Where the listing below reaches the line containing "M1333,147L1334,182L1308,183L1307,148Z", start writing out lines exactly, and stop once the line containing "M1061,320L1062,352L1022,353Z" has been written.

BEGIN EXTRACTED MATERIAL

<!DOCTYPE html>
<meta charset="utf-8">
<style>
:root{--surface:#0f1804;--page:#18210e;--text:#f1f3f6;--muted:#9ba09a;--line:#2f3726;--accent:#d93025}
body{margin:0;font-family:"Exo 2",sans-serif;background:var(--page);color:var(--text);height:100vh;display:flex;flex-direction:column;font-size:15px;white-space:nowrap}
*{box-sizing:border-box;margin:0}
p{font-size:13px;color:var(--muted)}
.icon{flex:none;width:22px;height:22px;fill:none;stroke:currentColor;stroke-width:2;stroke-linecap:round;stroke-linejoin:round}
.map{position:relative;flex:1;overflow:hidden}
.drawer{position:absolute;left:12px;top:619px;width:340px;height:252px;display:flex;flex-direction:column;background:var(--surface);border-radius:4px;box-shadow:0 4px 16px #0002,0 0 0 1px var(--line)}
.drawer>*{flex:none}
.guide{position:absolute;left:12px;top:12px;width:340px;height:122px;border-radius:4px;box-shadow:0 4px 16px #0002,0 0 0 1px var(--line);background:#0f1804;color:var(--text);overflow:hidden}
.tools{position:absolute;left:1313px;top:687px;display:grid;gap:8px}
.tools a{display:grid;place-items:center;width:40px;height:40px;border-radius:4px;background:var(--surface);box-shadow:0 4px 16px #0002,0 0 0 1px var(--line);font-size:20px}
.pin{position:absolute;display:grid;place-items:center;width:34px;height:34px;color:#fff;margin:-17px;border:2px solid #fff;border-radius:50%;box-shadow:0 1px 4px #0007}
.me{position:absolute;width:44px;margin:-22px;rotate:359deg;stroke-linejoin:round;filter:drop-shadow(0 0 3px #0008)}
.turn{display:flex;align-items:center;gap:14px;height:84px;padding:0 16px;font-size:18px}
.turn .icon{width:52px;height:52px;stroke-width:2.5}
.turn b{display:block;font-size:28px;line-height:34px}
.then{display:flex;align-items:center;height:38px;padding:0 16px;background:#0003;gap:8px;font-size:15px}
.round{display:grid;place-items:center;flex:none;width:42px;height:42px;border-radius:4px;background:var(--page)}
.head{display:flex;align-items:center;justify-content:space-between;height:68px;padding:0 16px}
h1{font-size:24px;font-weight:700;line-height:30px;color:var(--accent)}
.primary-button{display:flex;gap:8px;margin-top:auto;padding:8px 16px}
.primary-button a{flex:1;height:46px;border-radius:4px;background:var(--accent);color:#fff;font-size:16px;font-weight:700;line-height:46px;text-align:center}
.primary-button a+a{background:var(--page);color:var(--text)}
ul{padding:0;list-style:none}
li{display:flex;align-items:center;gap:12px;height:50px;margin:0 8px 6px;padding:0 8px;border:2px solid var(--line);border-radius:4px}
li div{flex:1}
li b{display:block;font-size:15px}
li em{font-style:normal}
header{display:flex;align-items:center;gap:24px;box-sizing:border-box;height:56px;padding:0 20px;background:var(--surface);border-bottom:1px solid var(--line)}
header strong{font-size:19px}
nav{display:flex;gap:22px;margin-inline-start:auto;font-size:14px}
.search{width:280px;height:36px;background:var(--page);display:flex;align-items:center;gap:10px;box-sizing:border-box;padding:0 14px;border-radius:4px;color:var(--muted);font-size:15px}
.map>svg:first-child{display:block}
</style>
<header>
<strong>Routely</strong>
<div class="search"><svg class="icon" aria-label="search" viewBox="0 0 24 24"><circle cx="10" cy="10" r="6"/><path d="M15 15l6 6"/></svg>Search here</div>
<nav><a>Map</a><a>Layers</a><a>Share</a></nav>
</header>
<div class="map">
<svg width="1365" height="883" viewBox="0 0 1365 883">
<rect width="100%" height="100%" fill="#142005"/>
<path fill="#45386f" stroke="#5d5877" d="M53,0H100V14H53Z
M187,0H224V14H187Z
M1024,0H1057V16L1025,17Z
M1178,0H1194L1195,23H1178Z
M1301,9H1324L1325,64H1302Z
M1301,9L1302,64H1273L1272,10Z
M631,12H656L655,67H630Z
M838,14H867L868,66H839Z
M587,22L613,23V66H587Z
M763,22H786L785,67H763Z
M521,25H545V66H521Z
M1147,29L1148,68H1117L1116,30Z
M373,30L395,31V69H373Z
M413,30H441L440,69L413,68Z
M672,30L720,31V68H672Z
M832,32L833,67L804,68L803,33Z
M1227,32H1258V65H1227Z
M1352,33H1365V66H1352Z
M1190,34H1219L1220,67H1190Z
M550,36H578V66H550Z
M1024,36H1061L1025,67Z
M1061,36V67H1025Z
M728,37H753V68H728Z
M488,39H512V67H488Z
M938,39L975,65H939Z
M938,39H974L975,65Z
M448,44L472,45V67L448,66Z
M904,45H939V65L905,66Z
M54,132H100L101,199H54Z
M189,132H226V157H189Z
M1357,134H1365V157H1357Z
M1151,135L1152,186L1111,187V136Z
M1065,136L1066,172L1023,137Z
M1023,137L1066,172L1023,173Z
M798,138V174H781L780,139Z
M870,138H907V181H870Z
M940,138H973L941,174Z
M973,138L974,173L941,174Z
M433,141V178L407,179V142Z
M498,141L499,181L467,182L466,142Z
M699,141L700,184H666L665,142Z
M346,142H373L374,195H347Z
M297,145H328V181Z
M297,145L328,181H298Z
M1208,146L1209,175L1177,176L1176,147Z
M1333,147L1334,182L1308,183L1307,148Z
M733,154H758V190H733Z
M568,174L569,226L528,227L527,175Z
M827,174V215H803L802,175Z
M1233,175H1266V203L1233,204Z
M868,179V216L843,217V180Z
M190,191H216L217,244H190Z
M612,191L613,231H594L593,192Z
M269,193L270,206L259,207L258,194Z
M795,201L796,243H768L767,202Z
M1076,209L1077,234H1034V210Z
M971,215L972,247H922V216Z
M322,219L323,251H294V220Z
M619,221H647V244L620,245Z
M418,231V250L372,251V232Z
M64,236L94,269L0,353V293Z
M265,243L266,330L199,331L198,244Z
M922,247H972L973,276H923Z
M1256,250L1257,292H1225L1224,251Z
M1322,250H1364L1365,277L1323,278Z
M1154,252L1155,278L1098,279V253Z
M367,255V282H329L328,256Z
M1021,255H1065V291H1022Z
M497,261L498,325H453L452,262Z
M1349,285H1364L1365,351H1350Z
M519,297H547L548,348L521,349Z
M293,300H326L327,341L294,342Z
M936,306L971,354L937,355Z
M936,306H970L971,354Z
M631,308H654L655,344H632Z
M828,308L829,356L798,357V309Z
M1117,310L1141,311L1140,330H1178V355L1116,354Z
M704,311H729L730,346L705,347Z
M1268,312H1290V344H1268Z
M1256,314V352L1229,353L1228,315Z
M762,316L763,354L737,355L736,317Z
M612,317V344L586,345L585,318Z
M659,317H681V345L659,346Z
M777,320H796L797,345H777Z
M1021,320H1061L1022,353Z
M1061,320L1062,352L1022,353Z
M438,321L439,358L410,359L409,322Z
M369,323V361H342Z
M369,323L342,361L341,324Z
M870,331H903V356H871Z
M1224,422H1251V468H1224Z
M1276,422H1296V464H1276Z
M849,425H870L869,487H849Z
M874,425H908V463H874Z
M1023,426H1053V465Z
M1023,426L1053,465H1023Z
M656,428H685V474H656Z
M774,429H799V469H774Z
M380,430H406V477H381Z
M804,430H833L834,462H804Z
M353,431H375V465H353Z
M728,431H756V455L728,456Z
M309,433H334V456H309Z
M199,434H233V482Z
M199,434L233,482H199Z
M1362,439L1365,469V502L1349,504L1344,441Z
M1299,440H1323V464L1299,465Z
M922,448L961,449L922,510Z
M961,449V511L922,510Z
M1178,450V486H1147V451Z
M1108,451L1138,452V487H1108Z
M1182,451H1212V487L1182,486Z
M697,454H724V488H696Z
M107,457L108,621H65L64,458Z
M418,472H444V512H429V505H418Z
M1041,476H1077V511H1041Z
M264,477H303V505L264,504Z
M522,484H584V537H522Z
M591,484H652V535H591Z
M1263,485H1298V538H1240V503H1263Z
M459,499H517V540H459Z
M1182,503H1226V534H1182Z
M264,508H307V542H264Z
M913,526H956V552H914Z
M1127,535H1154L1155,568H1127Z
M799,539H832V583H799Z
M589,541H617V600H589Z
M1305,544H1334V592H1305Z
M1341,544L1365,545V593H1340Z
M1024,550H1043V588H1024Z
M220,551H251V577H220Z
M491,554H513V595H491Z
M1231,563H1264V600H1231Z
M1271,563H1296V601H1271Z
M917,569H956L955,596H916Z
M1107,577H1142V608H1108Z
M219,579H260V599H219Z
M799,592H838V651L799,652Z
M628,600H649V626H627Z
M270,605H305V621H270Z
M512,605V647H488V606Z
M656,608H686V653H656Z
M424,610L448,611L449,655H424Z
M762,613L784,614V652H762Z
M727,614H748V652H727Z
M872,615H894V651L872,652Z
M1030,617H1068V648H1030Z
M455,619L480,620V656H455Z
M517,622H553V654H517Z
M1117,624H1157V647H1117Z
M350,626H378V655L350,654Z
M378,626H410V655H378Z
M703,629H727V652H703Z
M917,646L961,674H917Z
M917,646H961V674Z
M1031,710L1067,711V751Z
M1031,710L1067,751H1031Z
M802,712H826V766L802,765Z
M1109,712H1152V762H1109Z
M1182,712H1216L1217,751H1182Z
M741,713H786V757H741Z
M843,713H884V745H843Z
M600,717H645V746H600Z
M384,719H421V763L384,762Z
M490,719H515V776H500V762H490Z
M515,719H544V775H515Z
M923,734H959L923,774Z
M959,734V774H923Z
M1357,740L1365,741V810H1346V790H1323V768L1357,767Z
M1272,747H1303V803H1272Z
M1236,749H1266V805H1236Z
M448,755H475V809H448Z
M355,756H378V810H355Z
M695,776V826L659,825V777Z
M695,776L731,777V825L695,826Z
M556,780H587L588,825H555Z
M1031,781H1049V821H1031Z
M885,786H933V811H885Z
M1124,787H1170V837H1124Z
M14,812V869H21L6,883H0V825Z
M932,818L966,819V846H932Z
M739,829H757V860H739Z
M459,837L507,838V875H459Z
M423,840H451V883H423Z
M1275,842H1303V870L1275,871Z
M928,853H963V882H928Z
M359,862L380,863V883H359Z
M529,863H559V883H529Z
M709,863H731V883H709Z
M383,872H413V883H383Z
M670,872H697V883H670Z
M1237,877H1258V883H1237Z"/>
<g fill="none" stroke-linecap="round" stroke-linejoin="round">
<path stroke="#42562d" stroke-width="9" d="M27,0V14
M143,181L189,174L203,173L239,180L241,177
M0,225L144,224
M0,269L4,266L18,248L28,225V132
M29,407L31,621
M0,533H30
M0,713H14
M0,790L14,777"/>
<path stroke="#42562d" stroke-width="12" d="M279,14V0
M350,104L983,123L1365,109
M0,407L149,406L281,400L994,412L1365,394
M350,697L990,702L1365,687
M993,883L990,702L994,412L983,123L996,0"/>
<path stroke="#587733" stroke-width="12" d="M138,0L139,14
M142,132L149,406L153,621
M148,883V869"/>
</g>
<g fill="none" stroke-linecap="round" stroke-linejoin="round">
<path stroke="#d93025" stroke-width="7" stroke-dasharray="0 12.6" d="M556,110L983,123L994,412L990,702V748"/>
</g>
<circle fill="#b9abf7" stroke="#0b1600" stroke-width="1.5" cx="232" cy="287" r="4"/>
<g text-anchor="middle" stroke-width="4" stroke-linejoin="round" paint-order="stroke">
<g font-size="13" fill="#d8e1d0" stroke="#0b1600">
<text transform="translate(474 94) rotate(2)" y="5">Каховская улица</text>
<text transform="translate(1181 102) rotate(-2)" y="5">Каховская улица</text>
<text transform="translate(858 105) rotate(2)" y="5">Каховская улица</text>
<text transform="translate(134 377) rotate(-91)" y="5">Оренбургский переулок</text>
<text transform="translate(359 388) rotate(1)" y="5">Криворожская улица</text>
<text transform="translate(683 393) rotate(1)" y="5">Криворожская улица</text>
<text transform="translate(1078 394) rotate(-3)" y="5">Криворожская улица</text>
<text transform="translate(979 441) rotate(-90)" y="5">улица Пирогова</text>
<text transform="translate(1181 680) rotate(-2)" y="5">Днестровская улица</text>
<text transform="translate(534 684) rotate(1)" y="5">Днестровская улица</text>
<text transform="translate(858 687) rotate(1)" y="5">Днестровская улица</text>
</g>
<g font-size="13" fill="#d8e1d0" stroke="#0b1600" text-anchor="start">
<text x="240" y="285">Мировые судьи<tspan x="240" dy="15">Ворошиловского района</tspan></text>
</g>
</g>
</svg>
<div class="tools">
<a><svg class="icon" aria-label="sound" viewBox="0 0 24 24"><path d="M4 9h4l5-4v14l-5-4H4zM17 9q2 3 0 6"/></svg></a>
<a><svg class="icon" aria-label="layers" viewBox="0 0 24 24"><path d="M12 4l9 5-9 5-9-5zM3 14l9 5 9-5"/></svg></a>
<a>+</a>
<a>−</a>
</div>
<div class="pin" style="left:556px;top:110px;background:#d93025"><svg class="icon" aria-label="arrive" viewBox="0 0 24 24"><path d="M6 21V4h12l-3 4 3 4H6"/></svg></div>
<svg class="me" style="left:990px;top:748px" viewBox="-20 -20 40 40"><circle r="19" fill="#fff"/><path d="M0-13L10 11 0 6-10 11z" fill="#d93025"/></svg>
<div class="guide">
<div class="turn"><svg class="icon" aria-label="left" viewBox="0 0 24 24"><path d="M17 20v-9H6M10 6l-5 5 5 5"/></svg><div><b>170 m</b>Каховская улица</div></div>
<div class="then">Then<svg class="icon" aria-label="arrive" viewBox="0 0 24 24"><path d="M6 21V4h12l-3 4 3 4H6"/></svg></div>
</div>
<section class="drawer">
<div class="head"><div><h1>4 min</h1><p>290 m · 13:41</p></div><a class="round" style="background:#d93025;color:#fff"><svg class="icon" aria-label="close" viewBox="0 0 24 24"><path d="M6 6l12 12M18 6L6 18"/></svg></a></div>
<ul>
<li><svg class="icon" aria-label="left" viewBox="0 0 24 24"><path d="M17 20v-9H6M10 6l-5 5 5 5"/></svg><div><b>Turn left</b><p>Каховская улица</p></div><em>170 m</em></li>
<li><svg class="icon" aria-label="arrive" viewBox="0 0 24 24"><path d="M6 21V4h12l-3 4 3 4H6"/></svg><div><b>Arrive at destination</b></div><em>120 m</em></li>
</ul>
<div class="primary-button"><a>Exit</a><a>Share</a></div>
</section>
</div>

END EXTRACTED MATERIAL
BEGIN EXTRACTED MATERIAL

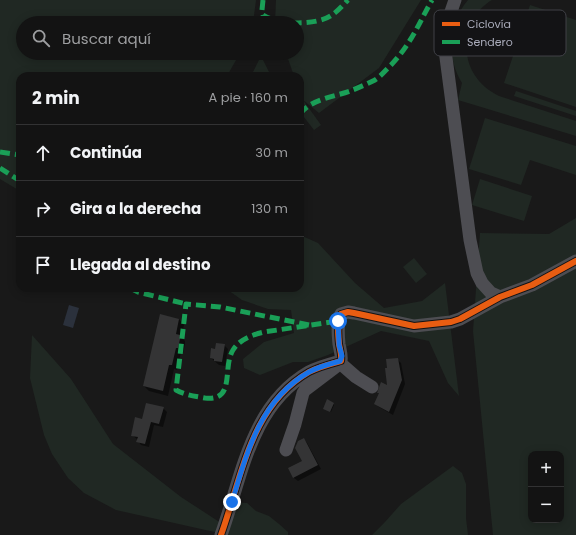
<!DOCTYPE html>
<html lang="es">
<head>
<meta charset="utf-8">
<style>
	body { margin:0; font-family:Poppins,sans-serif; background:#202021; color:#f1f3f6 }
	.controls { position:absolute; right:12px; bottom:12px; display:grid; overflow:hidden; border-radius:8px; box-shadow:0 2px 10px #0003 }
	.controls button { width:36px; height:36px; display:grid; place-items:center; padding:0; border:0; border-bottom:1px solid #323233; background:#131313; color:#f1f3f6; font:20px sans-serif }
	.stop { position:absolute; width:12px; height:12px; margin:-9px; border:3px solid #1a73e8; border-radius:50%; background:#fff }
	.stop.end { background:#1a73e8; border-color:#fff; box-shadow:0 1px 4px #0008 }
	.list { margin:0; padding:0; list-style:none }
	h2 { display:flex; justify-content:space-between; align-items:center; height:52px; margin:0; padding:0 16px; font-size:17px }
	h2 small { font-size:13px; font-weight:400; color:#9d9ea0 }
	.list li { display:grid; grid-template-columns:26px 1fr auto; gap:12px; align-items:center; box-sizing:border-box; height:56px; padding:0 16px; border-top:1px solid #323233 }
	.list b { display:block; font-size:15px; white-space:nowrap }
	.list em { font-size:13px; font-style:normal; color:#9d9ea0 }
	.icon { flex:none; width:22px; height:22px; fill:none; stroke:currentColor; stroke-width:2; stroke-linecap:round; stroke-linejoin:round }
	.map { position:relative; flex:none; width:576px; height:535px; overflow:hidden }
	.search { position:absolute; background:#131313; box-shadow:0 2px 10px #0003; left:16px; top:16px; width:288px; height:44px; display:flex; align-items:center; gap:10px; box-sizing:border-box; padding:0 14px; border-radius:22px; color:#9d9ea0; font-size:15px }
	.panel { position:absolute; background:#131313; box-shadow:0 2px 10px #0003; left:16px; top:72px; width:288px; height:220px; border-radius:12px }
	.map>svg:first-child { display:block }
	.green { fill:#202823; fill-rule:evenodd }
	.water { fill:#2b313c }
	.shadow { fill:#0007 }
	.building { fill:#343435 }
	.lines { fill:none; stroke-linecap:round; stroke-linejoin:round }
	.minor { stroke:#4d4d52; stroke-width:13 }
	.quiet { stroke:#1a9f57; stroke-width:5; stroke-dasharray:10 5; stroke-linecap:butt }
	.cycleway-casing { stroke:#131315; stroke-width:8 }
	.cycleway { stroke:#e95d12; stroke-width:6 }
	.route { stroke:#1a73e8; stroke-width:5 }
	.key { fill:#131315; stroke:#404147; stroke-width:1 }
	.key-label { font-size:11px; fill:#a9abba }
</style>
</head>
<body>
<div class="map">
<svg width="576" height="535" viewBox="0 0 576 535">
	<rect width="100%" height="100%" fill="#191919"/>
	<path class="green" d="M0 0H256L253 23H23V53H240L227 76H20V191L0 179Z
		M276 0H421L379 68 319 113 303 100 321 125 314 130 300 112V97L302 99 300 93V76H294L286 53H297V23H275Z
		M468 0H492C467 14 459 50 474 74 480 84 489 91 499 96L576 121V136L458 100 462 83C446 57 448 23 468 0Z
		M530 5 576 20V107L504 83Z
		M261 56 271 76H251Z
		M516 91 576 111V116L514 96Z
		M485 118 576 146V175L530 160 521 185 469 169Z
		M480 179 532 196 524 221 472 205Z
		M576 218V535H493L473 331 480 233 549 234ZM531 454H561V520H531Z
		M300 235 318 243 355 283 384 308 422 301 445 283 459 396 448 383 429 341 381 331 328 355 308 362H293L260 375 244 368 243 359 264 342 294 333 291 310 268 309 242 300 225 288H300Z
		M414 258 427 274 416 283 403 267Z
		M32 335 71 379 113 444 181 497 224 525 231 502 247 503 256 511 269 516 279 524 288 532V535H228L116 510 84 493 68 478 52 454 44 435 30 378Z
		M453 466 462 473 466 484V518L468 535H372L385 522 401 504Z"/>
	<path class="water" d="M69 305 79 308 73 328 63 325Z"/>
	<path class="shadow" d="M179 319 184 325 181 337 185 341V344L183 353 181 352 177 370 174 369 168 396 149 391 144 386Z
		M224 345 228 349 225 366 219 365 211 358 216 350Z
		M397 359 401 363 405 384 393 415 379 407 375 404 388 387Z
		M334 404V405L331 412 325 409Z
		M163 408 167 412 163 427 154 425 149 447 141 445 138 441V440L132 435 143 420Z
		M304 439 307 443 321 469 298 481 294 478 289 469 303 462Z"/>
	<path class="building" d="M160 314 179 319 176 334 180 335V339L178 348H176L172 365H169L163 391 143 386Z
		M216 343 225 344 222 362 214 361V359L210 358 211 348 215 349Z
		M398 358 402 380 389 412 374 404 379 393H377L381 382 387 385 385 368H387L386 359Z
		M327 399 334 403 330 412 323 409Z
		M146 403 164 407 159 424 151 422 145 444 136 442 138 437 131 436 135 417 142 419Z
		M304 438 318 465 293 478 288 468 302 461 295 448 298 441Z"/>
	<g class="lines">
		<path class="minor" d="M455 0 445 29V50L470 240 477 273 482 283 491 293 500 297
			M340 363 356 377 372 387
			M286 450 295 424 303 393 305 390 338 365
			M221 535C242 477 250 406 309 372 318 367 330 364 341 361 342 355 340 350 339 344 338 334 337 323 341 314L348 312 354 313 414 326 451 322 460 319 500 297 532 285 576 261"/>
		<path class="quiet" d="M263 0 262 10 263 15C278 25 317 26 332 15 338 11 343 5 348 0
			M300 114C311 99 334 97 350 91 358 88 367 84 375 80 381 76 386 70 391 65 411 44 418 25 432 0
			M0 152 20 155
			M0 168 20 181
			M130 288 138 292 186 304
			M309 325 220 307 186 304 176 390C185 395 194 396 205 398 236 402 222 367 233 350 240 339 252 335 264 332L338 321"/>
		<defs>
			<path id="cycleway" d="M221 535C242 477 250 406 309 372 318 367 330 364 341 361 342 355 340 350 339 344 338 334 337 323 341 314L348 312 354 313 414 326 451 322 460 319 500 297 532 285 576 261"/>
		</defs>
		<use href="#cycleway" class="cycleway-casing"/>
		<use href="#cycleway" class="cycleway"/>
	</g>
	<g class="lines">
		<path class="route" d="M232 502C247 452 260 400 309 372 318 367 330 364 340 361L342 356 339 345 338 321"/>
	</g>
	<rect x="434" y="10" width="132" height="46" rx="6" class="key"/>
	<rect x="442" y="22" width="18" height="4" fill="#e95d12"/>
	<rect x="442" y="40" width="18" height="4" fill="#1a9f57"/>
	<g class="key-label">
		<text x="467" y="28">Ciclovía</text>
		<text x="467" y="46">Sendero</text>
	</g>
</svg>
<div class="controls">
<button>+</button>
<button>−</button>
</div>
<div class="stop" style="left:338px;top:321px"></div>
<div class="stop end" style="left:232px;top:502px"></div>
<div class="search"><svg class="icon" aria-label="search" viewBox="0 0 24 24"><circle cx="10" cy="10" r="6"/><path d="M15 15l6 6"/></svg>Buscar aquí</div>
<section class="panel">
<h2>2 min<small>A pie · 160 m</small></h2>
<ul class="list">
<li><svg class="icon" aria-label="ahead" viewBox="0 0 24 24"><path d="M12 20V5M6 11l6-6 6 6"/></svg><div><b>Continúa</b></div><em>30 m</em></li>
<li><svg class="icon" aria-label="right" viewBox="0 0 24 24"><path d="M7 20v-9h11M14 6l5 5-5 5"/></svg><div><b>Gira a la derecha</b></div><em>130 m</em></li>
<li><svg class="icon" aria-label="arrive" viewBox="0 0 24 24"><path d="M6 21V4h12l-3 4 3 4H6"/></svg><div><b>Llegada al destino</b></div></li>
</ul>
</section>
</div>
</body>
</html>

END EXTRACTED MATERIAL

■ YOUR SOLUTION ■
M1333,147L1334,182L1308,183L1307,148Z
M733,154H758V190H733Z
M568,174L569,226L528,227L527,175Z
M827,174V215H803L802,175Z
M1233,175H1266V203L1233,204Z
M868,179V216L843,217V180Z
M190,191H216L217,244H190Z
M612,191L613,231H594L593,192Z
M269,193L270,206L259,207L258,194Z
M795,201L796,243H768L767,202Z
M1076,209L1077,234H1034V210Z
M971,215L972,247H922V216Z
M322,219L323,251H294V220Z
M619,221H647V244L620,245Z
M418,231V250L372,251V232Z
M64,236L94,269L0,353V293Z
M265,243L266,330L199,331L198,244Z
M922,247H972L973,276H923Z
M1256,250L1257,292H1225L1224,251Z
M1322,250H1364L1365,277L1323,278Z
M1154,252L1155,278L1098,279V253Z
M367,255V282H329L328,256Z
M1021,255H1065V291H1022Z
M497,261L498,325H453L452,262Z
M1349,285H1364L1365,351H1350Z
M519,297H547L548,348L521,349Z
M293,300H326L327,341L294,342Z
M936,306L971,354L937,355Z
M936,306H970L971,354Z
M631,308H654L655,344H632Z
M828,308L829,356L798,357V309Z
M1117,310L1141,311L1140,330H1178V355L1116,354Z
M704,311H729L730,346L705,347Z
M1268,312H1290V344H1268Z
M1256,314V352L1229,353L1228,315Z
M762,316L763,354L737,355L736,317Z
M612,317V344L586,345L585,318Z
M659,317H681V345L659,346Z
M777,320H796L797,345H777Z
M1021,320H1061L1022,353Z
M1061,320L1062,352L1022,353Z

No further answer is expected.